When we discover an economic injustice in our system against the poor, it is the duty of our ministers to rectify it immediately.
Such is the case with the skyrocketing cost for motorcycle certificates of entitlement (COEs) and its unintended economic punishment of poor people ("Record m-cycle COE prices penalise S'porean riders" by Mr Charlie Tan; Jan 14, and "Experts concerned as motorbike COEs rise to record high"; Jan 9).
For many low-wage earners in Singapore, the motorcycle is an essential vehicle for their livelihoods.
These people serve vital roles in our economy as messengers, food deliverymen and package deliverymen.

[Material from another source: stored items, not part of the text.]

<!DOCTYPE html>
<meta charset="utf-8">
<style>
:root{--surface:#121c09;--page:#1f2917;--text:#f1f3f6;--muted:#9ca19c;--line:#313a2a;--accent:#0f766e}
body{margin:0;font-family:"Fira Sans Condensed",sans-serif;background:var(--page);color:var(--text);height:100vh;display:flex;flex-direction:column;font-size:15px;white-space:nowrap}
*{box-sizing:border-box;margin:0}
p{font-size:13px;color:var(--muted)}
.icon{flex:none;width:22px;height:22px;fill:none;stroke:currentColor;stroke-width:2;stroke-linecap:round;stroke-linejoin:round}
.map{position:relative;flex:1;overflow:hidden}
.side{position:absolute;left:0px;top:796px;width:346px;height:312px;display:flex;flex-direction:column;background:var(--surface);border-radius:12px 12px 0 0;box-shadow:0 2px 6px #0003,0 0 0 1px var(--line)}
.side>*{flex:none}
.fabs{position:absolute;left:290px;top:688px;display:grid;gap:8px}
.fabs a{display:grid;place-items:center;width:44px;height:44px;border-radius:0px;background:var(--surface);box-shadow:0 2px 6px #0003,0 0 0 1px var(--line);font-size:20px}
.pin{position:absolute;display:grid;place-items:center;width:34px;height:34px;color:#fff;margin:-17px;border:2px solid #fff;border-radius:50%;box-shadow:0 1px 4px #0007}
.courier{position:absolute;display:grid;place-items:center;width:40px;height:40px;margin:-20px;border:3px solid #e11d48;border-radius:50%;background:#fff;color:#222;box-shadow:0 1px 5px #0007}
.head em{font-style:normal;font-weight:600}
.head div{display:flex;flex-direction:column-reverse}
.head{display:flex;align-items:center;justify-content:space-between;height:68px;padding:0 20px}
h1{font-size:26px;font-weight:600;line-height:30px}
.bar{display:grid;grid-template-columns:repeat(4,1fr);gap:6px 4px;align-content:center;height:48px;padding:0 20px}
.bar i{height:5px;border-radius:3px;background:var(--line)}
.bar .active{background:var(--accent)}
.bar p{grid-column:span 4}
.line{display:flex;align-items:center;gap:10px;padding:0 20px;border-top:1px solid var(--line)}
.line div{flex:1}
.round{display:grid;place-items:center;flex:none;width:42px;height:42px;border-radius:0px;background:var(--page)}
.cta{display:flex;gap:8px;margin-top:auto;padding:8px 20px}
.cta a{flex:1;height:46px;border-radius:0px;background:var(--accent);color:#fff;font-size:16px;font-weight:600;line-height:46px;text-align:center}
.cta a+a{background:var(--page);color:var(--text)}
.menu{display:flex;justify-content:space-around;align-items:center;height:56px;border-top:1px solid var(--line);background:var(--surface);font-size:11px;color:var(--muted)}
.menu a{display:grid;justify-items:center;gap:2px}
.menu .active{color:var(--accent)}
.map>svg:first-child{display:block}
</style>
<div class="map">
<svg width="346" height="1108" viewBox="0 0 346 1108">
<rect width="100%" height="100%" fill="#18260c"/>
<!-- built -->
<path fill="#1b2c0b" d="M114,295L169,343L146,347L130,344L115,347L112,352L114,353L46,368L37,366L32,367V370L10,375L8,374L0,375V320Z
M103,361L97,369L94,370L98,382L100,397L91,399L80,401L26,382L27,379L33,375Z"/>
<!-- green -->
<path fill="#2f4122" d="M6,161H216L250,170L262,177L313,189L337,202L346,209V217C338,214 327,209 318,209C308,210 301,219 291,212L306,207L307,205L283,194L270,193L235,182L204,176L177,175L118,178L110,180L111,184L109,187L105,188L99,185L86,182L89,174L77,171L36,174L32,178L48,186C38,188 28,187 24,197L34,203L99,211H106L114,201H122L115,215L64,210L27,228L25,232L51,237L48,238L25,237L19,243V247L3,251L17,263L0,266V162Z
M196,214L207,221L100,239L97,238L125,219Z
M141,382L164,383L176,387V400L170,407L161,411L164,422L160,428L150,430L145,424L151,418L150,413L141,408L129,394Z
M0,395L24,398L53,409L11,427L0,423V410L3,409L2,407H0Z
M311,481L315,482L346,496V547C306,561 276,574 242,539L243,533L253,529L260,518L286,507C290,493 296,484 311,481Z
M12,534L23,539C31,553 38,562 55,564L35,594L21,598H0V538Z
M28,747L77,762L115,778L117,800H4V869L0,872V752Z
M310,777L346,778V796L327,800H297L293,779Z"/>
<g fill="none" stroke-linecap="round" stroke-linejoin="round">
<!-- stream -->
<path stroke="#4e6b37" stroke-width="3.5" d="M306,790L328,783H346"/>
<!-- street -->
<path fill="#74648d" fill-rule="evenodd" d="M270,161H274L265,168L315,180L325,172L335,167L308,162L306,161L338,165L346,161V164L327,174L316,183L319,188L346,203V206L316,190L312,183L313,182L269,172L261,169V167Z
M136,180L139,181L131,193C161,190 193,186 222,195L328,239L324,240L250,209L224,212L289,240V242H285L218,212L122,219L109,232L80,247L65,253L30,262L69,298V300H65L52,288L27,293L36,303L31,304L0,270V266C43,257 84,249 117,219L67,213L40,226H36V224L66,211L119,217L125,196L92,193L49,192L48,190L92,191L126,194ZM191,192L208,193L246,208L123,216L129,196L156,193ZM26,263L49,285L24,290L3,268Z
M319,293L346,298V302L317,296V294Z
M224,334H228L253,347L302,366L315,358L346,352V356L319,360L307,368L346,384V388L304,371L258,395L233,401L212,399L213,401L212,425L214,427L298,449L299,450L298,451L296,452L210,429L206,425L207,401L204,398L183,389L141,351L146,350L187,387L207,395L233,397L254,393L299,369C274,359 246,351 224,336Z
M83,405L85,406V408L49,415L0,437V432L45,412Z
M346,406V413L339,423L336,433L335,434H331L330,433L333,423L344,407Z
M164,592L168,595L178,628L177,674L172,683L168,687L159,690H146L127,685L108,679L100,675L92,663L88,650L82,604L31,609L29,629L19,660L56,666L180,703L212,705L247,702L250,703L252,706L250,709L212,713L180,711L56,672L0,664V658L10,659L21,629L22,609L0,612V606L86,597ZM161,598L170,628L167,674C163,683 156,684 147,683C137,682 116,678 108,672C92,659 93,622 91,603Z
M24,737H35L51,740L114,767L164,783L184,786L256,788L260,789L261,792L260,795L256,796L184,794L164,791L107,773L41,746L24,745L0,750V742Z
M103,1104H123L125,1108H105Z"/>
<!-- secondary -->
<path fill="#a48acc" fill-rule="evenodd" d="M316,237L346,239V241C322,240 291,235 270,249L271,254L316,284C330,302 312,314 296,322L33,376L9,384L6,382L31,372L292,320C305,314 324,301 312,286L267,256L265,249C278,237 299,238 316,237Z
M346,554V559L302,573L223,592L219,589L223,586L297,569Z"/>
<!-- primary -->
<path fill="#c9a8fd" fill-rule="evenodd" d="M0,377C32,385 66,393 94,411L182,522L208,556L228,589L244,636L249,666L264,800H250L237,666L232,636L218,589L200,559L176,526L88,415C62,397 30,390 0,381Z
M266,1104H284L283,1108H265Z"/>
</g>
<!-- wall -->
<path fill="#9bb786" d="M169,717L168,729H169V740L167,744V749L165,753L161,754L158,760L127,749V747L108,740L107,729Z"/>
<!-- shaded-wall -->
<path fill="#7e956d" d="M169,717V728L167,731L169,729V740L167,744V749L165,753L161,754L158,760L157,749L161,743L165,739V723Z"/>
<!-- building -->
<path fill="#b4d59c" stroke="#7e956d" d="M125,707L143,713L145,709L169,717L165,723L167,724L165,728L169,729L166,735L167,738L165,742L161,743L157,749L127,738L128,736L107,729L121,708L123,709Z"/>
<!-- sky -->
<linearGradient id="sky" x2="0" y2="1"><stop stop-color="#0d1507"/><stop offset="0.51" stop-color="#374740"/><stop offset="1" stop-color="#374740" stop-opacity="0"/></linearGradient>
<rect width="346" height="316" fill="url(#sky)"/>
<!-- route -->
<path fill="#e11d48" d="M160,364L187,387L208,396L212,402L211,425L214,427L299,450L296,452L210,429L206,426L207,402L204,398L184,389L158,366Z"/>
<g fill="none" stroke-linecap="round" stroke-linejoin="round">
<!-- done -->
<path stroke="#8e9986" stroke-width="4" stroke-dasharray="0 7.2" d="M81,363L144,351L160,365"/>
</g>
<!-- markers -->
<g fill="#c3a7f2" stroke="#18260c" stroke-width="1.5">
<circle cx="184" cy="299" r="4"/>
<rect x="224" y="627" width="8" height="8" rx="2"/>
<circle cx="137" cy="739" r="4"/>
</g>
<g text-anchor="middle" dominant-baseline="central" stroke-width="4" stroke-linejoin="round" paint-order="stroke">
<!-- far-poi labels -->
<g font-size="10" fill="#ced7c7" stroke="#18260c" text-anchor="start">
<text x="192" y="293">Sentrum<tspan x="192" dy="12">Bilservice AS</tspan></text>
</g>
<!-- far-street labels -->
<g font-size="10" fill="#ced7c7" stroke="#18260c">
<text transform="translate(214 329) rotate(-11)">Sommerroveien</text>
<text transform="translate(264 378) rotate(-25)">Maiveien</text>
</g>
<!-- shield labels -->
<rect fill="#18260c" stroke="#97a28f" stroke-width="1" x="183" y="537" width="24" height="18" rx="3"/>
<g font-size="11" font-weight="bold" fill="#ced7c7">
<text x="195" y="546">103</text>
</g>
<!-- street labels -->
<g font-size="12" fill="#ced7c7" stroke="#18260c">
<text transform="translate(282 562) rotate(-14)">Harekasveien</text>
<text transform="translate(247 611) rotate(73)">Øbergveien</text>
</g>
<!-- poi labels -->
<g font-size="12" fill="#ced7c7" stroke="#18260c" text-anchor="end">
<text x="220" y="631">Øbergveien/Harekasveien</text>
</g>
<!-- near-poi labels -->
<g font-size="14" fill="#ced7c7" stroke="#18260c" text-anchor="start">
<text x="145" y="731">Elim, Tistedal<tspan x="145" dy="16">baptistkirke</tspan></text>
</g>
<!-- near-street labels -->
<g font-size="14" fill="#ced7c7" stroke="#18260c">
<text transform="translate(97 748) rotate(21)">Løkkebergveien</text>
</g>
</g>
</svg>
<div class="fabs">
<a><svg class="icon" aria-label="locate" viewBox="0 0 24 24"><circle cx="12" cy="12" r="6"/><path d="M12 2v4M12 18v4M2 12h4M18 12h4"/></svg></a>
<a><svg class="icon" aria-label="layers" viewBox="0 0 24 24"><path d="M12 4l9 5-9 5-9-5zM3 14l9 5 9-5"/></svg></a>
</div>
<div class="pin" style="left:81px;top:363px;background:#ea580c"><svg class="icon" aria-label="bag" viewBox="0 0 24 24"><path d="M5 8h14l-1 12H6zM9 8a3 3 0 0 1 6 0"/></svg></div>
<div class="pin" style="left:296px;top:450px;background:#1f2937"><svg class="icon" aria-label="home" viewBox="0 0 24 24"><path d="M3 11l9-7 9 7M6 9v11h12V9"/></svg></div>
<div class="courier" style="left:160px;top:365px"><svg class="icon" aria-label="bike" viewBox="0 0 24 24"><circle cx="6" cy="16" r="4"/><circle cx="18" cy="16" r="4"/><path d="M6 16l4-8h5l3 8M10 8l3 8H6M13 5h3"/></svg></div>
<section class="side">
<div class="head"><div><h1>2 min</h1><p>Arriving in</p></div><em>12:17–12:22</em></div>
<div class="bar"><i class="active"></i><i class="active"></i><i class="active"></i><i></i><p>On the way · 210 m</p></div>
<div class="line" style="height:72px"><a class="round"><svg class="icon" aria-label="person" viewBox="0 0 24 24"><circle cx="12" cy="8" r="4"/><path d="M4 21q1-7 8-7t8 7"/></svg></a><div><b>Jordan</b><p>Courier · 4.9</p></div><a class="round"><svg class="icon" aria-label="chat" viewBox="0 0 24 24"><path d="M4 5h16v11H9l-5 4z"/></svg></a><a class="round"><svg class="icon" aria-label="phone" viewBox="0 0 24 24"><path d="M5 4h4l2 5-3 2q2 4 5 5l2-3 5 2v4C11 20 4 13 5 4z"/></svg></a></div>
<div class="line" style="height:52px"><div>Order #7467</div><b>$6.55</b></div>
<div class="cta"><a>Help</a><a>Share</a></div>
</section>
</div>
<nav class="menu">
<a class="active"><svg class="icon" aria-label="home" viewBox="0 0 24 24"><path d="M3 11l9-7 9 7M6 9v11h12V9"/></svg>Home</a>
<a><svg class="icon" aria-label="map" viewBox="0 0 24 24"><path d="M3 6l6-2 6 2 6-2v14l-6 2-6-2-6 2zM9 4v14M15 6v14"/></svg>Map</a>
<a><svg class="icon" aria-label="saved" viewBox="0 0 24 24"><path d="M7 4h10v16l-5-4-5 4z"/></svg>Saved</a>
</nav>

So, it is absolutely crucial for motorcycle prices to be affordable and within their means.
Since 2010, the price of motorcycle COEs has gone from $900 to more than $6,800.
This is an increase of more than 650 per cent over five years.

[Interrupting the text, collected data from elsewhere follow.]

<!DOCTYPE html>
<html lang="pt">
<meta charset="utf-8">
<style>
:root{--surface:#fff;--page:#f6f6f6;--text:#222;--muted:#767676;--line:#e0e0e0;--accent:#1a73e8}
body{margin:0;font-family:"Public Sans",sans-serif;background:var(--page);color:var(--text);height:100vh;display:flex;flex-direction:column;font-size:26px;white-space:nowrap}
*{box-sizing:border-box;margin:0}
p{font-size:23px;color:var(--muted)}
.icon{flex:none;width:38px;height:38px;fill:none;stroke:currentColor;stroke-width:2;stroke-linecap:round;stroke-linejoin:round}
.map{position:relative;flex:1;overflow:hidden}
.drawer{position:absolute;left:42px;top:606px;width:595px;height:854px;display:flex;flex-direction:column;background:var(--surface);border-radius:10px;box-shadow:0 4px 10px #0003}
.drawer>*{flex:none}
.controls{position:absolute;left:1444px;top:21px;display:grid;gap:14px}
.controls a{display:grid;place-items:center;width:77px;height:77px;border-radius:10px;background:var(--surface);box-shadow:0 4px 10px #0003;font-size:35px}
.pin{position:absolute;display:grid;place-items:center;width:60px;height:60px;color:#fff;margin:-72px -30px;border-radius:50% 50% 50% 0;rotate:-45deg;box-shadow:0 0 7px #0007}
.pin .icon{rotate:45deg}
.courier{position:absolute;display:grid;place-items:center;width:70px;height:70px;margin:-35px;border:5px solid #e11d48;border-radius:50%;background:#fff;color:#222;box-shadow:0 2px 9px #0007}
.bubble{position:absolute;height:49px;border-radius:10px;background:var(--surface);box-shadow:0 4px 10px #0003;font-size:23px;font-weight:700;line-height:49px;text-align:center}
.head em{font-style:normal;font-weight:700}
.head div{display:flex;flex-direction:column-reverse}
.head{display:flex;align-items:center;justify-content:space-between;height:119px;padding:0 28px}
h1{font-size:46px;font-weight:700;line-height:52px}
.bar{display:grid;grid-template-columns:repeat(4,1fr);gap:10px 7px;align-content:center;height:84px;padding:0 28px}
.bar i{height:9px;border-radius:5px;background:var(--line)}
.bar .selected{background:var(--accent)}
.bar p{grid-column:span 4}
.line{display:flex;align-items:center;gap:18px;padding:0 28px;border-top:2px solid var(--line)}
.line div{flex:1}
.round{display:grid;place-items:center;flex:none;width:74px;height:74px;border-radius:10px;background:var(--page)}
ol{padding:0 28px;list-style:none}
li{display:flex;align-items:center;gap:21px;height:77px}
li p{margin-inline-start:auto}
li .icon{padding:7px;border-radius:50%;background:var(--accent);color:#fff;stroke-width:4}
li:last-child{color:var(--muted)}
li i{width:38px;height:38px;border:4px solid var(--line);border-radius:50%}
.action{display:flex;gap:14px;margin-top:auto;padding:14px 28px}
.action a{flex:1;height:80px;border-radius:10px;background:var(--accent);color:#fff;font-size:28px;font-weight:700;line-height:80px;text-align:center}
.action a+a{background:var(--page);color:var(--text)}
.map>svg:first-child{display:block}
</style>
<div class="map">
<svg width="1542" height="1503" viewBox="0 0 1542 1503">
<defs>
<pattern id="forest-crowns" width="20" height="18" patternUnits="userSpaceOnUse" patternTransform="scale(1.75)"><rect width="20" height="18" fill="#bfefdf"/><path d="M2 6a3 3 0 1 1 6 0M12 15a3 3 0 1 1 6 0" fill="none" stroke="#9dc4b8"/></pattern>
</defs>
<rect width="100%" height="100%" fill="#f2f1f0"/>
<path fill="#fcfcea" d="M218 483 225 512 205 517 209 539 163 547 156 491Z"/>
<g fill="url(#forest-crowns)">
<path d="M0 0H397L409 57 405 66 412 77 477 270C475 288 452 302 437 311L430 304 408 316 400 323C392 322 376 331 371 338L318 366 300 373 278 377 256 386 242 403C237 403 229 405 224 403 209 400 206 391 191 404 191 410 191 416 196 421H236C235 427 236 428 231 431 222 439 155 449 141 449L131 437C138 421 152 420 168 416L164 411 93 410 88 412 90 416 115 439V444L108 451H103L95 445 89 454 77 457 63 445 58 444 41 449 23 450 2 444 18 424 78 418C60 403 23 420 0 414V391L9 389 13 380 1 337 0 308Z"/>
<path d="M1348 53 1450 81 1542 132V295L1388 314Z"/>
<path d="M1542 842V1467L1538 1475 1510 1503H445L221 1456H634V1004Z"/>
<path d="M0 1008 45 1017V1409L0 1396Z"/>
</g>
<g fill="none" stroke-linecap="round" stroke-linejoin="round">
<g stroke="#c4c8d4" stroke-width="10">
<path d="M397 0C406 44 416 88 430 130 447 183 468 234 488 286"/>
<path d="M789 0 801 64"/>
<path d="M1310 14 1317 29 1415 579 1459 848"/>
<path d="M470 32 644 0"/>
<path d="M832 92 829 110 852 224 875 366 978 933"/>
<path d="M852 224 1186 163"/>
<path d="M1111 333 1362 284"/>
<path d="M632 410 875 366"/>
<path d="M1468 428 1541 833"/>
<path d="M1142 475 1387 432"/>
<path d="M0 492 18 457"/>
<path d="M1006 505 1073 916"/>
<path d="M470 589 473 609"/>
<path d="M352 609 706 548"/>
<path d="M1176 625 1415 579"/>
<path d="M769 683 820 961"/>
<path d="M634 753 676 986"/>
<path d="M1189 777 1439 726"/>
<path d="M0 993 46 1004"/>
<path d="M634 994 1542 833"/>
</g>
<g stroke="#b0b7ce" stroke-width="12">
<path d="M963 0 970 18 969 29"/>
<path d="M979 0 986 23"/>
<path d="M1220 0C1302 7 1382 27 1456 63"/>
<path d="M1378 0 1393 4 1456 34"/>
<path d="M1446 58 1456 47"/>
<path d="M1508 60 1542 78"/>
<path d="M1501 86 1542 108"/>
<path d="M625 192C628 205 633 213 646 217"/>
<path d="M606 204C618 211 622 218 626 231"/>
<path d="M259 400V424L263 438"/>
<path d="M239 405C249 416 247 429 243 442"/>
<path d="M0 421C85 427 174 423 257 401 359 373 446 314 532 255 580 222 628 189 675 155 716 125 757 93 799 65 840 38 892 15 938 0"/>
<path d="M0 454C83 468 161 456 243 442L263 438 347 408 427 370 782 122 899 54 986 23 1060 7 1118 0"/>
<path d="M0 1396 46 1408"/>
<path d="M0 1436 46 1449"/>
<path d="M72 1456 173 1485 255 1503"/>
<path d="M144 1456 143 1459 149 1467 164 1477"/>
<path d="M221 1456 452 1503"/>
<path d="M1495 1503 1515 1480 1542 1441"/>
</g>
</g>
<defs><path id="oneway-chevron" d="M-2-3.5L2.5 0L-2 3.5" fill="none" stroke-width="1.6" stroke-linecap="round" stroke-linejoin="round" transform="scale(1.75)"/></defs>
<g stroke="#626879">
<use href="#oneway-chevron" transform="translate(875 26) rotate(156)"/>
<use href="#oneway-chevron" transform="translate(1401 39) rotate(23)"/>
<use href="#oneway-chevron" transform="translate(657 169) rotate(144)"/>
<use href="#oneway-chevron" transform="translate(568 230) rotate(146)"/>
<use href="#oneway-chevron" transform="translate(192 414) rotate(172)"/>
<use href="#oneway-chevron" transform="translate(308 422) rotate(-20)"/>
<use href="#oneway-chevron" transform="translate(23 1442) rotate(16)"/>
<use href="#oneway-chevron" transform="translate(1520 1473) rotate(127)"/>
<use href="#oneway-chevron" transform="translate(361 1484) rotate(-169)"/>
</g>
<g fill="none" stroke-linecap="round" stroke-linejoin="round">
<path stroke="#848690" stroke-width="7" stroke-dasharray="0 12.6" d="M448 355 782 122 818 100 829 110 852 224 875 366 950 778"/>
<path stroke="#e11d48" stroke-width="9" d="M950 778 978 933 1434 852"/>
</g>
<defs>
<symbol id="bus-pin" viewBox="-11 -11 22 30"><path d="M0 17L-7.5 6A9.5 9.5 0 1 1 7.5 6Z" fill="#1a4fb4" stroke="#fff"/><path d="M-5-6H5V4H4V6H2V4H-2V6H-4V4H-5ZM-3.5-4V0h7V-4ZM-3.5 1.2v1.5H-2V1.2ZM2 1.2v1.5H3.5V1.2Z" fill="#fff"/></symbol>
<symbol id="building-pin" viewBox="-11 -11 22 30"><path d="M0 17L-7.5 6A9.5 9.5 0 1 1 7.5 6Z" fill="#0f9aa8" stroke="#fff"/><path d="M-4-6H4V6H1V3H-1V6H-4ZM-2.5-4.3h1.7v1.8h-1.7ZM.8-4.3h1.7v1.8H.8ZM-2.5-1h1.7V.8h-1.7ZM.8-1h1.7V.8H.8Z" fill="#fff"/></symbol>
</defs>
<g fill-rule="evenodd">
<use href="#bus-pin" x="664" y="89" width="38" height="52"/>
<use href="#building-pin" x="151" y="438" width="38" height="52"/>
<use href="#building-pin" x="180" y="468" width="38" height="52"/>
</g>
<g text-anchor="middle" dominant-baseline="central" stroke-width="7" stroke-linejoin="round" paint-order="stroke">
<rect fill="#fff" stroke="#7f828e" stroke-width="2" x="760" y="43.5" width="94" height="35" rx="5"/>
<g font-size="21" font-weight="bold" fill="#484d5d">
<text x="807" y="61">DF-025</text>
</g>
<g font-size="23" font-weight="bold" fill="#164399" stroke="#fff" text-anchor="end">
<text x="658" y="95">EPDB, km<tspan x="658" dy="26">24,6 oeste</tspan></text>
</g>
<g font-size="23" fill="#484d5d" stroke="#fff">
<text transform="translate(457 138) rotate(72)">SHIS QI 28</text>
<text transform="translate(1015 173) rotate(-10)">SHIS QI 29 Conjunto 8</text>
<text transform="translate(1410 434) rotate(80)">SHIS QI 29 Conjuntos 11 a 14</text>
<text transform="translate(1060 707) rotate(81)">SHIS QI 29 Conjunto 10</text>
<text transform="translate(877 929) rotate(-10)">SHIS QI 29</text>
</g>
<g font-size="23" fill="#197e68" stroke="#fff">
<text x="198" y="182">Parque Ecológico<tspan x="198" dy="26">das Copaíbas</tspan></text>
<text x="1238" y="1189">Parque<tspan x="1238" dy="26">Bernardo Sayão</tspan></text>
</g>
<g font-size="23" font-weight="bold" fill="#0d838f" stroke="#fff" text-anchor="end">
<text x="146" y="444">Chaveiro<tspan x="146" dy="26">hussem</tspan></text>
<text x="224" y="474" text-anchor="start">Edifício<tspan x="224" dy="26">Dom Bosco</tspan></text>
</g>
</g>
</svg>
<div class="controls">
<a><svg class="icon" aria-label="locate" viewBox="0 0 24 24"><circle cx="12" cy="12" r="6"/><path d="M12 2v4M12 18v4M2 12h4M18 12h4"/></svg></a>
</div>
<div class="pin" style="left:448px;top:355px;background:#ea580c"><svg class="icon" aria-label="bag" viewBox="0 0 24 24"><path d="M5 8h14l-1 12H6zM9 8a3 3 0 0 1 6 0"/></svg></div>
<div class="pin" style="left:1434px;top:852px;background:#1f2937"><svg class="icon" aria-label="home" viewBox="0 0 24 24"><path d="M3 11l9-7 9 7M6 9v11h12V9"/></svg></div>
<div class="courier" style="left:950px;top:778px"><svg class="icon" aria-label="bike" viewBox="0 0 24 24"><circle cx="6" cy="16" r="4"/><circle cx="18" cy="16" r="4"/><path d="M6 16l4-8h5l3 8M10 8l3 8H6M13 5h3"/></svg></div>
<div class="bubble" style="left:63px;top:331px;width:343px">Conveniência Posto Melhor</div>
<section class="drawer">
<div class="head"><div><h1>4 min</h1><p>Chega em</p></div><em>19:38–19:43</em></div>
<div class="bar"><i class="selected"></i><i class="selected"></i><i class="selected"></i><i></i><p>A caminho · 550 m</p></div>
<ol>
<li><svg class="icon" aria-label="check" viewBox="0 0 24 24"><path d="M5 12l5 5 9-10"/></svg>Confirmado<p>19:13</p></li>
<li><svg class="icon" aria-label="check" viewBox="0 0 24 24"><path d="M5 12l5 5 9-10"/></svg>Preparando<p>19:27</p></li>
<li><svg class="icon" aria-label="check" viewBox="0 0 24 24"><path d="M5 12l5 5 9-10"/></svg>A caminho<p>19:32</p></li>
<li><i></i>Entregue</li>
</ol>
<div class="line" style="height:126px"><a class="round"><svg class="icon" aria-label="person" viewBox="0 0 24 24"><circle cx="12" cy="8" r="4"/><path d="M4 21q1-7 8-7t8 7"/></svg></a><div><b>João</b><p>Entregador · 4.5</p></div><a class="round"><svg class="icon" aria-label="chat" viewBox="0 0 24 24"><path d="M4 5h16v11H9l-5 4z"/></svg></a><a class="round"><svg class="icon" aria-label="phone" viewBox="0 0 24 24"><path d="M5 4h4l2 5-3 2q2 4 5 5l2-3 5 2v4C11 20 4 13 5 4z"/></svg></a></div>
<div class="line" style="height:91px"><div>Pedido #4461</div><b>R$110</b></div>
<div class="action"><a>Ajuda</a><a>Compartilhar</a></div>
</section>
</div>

This is a ridiculous and unacceptable cost for low-wage motorcycle owners to bear.
The COE will price them out of job opportunities.
Unfortunately, the quota for motorcycles is diminishing because of an unenlightened mechanism in the system.
For every scrapped motorcycle, its COE goes into the pool of Open category COEs, which car buyers readily snap up.
This causes a reduction in the motorcycle quota and increases in prices every year.
As more motorcycle owners scrap their vehicles, because they can't afford the COEs, there are progressively fewer COEs allocated to motorcycles.
It's a vicious circle, which ratchets up prices continually at the expense of the poor.
Admittedly, there is a minor segment which buys powerful motorcycles for leisure and may not require the benefit of cost protection.
The solution is simple: Divide the motorcycle category into "under 400cc" and "above 400cc", for instance.
The hyper-inflation for motorcycle COEs is not a new trend. Its effects were predicted years ago. Yet, action to reverse the problem has been either ineffective or non-existent.
MPs and policymakers must not delay remedial action any further.
The rice bowl of low-wage workers is at stake.